Usted está aquí: jueves 17 de agosto de 2006 Opinión Mi joven corazón idiota

Olga Harmony

Mi joven corazón idiota

En el marco de Drama Fest 06 dedicado en esta ocasión a alternar el teatro mexicano con el alemán y dirigido en lo general por Aurora Cano, se escenifica Mi joven corazón idiota de Anja Hilling que ya conocíamos porque fue publicada en el número 25 de la revista teatral Paso de gato (en traducción del colombiano Luis Carlos Sotelo revisada por Edda Webels del Instituto Goethe, aunque el montaje presente no da crédito de traducción), misma en que aparece una amplia nota firmada por Simone Meier acerca de la joven dramaturga berlinesa, por lo que no me extenderé en ella excepto para decir que es una de las autoras más representativas de su generación en Alemania y que emplea diferentes formas de construcción para cada una de sus obras.

El presente texto es muy complejo, con muchos manejos de tiempo y espacio y en el que los personajes que aparecen en el edificio de departamentos lo mismo cuentan -siguiendo la corriente de teatro narrativo- sus acciones presentes y pasadas, que mezclan pensamientos con diálogos sin que haya distinción entre ellos.
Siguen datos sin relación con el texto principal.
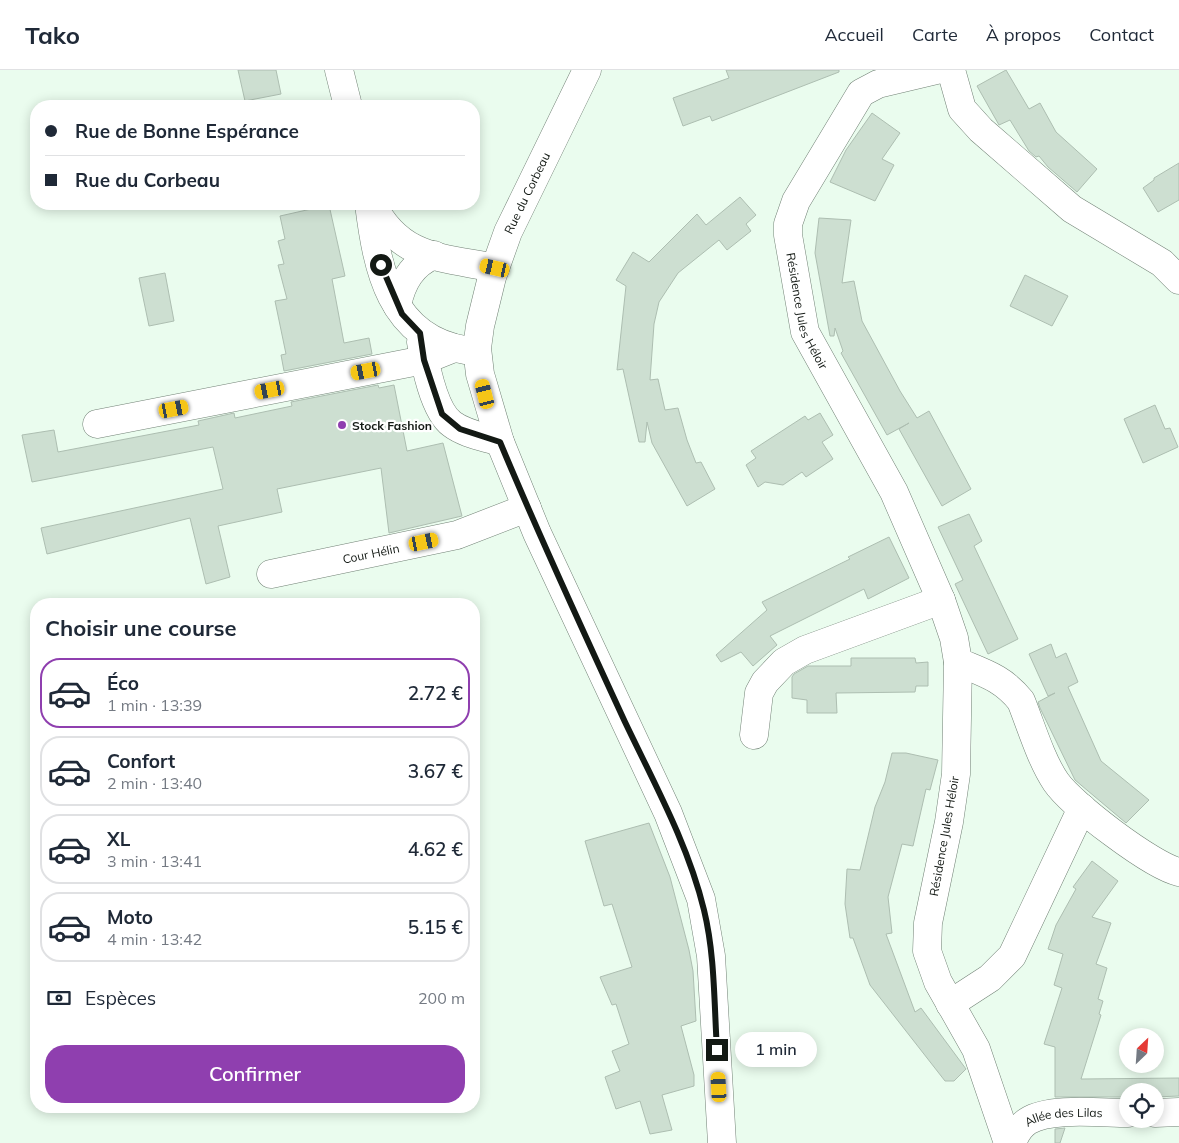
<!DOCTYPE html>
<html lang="fr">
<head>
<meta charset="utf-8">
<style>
  body { margin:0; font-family:Mulish,sans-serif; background:#f2f2f3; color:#1f2937; height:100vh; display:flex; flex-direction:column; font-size:19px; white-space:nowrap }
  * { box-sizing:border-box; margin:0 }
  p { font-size:16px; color:#747a83 }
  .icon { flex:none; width:28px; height:28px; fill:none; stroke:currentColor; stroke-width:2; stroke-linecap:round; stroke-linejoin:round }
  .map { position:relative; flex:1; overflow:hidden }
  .panel { position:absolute; left:30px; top:528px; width:450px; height:515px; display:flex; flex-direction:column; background:#fff; border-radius:20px; box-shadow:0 2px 12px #0003 }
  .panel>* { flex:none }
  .banner { position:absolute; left:30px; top:30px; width:450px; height:110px; border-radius:20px; box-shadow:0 2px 12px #0003; display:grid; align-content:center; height:110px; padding:0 15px; background:#fff }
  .needle { width:32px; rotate:25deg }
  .controls { position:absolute; left:1119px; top:958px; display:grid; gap:10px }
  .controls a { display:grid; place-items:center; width:45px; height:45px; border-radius:50%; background:#fff; box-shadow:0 2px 12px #0003; font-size:25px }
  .end { position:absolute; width:22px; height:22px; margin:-11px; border:6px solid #131914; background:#fff; box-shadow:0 0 0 2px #fff }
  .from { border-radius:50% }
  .bubble { position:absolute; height:35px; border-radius:18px; background:#fff; box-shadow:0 2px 12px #0003; font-size:16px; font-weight:600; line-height:35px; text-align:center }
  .car { position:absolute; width:15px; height:30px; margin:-15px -8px; border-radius:6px; box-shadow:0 0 4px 1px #0007; background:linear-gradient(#f5c518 24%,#345 0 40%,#f5c518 0 76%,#345 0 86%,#f5c518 0) }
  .banner b { display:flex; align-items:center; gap:18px; height:48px; font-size:19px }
  .banner b+b { border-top:1px solid #e0e1e3 }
  .banner i { width:12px; height:12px; background:#1f2937 }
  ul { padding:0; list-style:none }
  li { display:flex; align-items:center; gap:15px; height:70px; margin:0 10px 8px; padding:0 5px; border:2px solid #e0e1e3; border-radius:20px }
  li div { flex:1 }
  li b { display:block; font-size:19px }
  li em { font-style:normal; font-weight:600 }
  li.on { border-color:#8f3faf }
  li>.icon { width:45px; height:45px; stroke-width:1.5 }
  h2 { padding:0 15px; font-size:22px; line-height:60px }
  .pay { display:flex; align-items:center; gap:12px; height:55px; padding:0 15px; font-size:19px }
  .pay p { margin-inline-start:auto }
  .button { display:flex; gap:10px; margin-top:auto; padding:10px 15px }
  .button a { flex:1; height:58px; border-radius:20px; background:#8f3faf; color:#fff; font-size:20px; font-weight:600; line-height:58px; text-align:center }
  header { display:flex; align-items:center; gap:30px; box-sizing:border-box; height:70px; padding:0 25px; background:#fff; border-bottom:1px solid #e0e1e3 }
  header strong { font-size:24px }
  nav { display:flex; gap:28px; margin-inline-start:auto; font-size:18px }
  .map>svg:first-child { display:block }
  .building { fill:#cddfd1; stroke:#adbeb1 }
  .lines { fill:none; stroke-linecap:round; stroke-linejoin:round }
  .minor-casing { stroke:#728276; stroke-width:29 }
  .minor { stroke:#fff; stroke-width:28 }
  .route { stroke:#131914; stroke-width:6 }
  .poi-dot { fill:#8f3faf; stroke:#fff; stroke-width:2 }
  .labels { text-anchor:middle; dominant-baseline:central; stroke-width:4.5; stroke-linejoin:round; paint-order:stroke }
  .street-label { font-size:12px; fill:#131914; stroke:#fff }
  .poi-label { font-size:12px; font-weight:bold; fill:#131914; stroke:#fff; text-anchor:start }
</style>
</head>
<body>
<header>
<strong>Tako</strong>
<nav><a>Accueil</a><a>Carte</a><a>À propos</a><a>Contact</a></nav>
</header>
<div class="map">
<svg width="1179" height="1073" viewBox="0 0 1179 1073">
  <rect width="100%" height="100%" fill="#eafcee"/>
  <path class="building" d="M238 0H276L281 24 245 31Z
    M726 0H839V2L712 51 710 46 683 56 673 28 729 8Z
    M1006 0 1029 39 1040 33 1056 62 1097 99 1077 122 1048 97 1039 86 1036 87 1029 81 1010 50 999 55 977 16Z
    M872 43 900 63 882 89 894 95 875 131 830 112 846 80Z
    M1179 93V130L1158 142 1143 118 1154 110V108Z
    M740 127 756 145 746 154 751 161 727 180 719 170 678 203 659 232 654 254 650 310 658 309 665 340 678 338 687 370 696 393 701 392 715 419 687 436 652 373 647 352 645 372H639L623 299 617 300 626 216 616 210 633 182 649 192 697 144 706 155Z
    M329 135 345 206 332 209 344 273 369 268 372 284 284 301 281 285 286 284 275 231 287 229 278 195 284 194 278 171 285 169 280 146Z
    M819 148 851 150 842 213 854 211 862 251 900 321 917 348 929 341 971 419 942 436 899 359 909 353 887 365 841 283 843 281 835 258 834 266H830L815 183Z
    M165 203 174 251 149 256 139 208Z
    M1025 205 1068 226 1052 256 1010 236Z
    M378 315 379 318 394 315 407 381 443 373 462 446 389 463 381 398 277 419 282 442 218 456 230 507 206 514 190 448 47 484 41 458 223 419 213 377 32 412 22 365 54 360 58 382 199 355 198 351 234 343 235 348 292 336 291 332Z
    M1155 335 1165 359 1170 358 1178 377 1143 393 1124 349Z
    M820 343 833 365 822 372 833 389 806 407 802 402 783 415 765 412 758 417 746 395 756 388 751 381 805 346 808 350Z
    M969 444 982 471 974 476 1018 569 988 584 955 514 963 510 938 457Z
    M889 467 909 508 868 529 864 519 770 566 777 575 753 596 741 582 721 592 716 585 767 540 762 532 850 489 848 487Z
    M1051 574 1056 588 1066 583 1078 612 1068 617 1101 691 1149 730 1126 753 1075 710 1040 638 1038 632 1055 623 1048 626 1029 584Z
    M851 588H915L916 593 928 592V616H916L915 622 836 623 837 643H807V630L792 628V607L794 604 808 596H851Z
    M892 683H906L938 690 930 720 926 719 913 776 902 774 888 827 892 863 886 864 915 942 921 938 966 999 954 1011H945L870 915 853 868H850L845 834 847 799 860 800 875 737 885 712Z
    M649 753 670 807 689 880 693 901 696 951 681 956 694 1005V1016L662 1025 672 1060 650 1064 640 1031 616 1039 605 1007 620 1001 612 981 629 974 616 934 612 935 600 907 632 897 612 834 604 836 585 771Z
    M1092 791 1118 811 1092 847 1111 853 1096 894 1107 898 1098 929 1103 931 1099 944 1101 945 1081 1009 1179 1008V1026L1155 1027V1021H1128V1027H1055V977L1044 974 1062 918 1054 915 1063 884 1048 879 1056 855 1076 819 1073 817Z
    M1065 1058 1060 1073H1055V1059Z"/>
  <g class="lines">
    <defs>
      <g id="minor">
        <path d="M339 0 348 36"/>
        <path d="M587 0 508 162 492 207 480 256 477 278 480 304 500 372 537 463 668 743 701 829 711 886 722 1073"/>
        <path id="s1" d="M937 0 878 14 861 23 796 131 788 154V165L805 262 894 422 941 530 954 568 958 592 956 704 949 752 928 853 927 881 938 912 976 979 1008 1073"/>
        <path d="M951 0 962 39 981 60 1072 139 1162 193 1179 210"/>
        <path d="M369 134C377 198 390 268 465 280"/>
        <path d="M372 134C400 189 441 187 495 198"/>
        <path d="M397 235C402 212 412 194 434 185"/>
        <path d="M421 272C425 294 434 341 452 354 465 364 485 367 500 372"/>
        <path d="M97 354 424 290 454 278"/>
        <path id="s2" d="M271 504 457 465 527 438"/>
        <path d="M958 592C984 603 1003 608 1021 631 1031 656 1041 690 1056 712 1072 735 1152 796 1179 802"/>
        <path d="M754 665 759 623 765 612 784 592 805 580 941 530"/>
        <path d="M950 934 990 908 1012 886 1082 738"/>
        <path d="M1155 1043 1179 1042"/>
        <path id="s3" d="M1012 1073C1015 1065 1020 1056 1028 1051 1050 1037 1101 1043 1128 1043"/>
      </g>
    </defs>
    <use href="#minor" class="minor-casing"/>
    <use href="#minor" class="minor"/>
  </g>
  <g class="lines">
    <path class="route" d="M381 195 402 244 420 263 424 290 442 344 460 359 500 372C539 466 582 559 625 652 654 713 688 774 704 840 715 885 714 933 717 980"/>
  </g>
  <circle class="poi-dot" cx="342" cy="355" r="5"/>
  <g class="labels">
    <g class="street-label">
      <text transform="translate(527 123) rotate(-64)">Rue du Corbeau</text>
      <text stroke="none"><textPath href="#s1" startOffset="320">Résidence Jules Héloir</textPath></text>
      <text stroke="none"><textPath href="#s2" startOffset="102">Cour Hélin</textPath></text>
      <text transform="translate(944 766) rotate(-80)">Résidence Jules Héloir</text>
      <text stroke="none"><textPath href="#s3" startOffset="64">Allée des Lilas</textPath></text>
    </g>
    <g class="poi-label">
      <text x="352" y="355">Stock Fashion</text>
    </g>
  </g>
</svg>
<div class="controls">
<a><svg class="needle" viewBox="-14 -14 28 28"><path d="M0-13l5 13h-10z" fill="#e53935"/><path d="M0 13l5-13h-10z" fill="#747a83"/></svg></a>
<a><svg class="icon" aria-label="locate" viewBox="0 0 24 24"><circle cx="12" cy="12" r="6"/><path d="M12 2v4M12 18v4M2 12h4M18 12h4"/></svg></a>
</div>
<i class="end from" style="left:381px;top:195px"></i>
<i class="end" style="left:717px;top:980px"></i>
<div class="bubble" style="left:735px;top:962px;width:82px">1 min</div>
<i class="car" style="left:495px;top:198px;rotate:283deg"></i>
<i class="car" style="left:366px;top:301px;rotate:259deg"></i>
<i class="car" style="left:270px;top:320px;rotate:259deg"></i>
<i class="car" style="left:485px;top:324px;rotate:346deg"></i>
<i class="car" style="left:174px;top:339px;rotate:79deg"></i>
<i class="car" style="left:424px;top:472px;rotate:78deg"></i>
<i class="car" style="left:719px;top:1017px;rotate:357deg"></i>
<div class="banner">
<b><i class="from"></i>Rue de Bonne Espérance</b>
<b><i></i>Rue du Corbeau</b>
</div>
<section class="panel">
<h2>Choisir une course</h2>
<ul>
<li class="on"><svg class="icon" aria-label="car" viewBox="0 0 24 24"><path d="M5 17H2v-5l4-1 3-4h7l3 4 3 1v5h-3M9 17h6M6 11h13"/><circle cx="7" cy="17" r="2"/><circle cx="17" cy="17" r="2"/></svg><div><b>Éco</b><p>1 min · 13:39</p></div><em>2.72 €</em></li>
<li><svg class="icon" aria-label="car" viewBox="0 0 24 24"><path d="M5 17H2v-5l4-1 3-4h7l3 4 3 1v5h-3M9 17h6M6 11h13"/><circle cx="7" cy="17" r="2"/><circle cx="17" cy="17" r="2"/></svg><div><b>Confort</b><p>2 min · 13:40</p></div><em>3.67 €</em></li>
<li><svg class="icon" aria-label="car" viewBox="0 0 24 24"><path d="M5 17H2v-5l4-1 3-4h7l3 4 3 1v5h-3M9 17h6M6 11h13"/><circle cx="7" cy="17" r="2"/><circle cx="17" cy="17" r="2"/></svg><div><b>XL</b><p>3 min · 13:41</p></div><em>4.62 €</em></li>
<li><svg class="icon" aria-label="car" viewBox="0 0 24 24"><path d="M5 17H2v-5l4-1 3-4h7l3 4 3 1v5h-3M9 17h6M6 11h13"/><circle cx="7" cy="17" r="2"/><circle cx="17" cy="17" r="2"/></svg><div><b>Moto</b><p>4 min · 13:42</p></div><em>5.15 €</em></li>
</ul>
<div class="pay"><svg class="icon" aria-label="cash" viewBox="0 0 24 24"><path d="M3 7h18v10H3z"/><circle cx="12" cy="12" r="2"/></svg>Espèces<p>200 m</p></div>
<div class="button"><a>Confirmer</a></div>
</section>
</div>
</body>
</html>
En algunas escenas se repiten diálogos de otra anterior, para dar el punto de vista de cada personaje acerca de situaciones, aparentemente inocuas, pero que guardan en muchos casos extraños misterios. Sería el caso de esa Helga, posiblemente ya muerta e invisible para nosotros, con la que habla el conserje Eugen Zarter, cuyo retrato está en la habitación pero también se atisba en el bolsillo de Miroslav Vulic, guardada su sudadera de volibol por Zarter la que es reconocida por Hans Werner Sandmann. El desierto australiano se hace presente de muchas maneras, en la caja con los lindos canguritos, en los juegos de campeonato de Helga, en la pieza del rompecabezas que arma la ausente Hanna y que causará la muerte del cartero Ludger Hase, de ''color arena del desierto''. Si el título de la obra se basa en una dulce canción de la ingenua Doris Day, los personajes no son dulces ni ingenuos y tienen en común la soledad y sufrimientos de amor y desamor.

Escenificar un texto así es sumamente difícil. Se podría optar por la manera en que Mauricio García Lozano trató Noche árabe de Roland Schimmelpfenning, también teatro narrativo, con sólo una silla y los movimientos de los actores, o bien en el modo en que la obra de Hilling se estrenó en Jena con muy pocos elementos. El director Hugo Arrevillaga Serrano eligió una escenografía muy abigarrada, de Sergio Villegas, quien también ilumina, con una pared frontal que tiene una puerta con mirilla, dividido el espacio inútilmente en tres áreas por medio de unos pilares que en muchas ocasiones cubren a los actores -por lo menos desde donde yo estaba- e impide verlos, con lo que se constata que dirigió desde un centro ideal. Un fregadero, una mesa y sillas, una lavadora en el otro extremo, dos excusados, uno que no se utiliza en un ángulo del proscenio y otro empotrado en la pared hasta donde sube la señora Schlüter por medio de unas salientes de metal para vomitar en la primera escena, y una apertura en el espacio central por donde entran y salen los actores de fea manera, completan la escenografía tan mal ideada y tan estorbosa. El vestuario de Bertha Romero y la musicalización y diseño sonoro de Ricardo Cortés, en cambio, son muy apropiados.

La dirección de actores es muy desigual y el hecho de que se recurra a un coreógrafo como Marco Antonio Silva como director de movimiento, hace que, en verdad, me pregunte en qué consistió el trabajo de Arrevillaga Serrano, que inicia con una escena de su cosecha en que la señora Schlüter yace como muerta cubierta por una sábana y con un charco de sangre a su lado, mientras los demás la contemplan, lo que nada tiene que ver con lo que ocurrirá. Lucero Trejo, a quien a últimas fechas se le conocen trabajos notables, es impostada como la señora Schlüter con movimientos extraños y artificiales, hablando con tal rapidez que con dificultades se entiende su intención suicida. Karina Gidi, en cambio, logra dar a Paula Lachmär toda la reconcentrada emotividad que requiere. Constantino Morán tiene un brillante momento de baile como Ludger Hase. Dardo Aguirre como Eugen Zater y Raúl Adalid como Hans Werner Sandmann cumplen con buen oficio, aunque me resulta poco creíble el Miroslav Vulic que encarna Humberto Busto.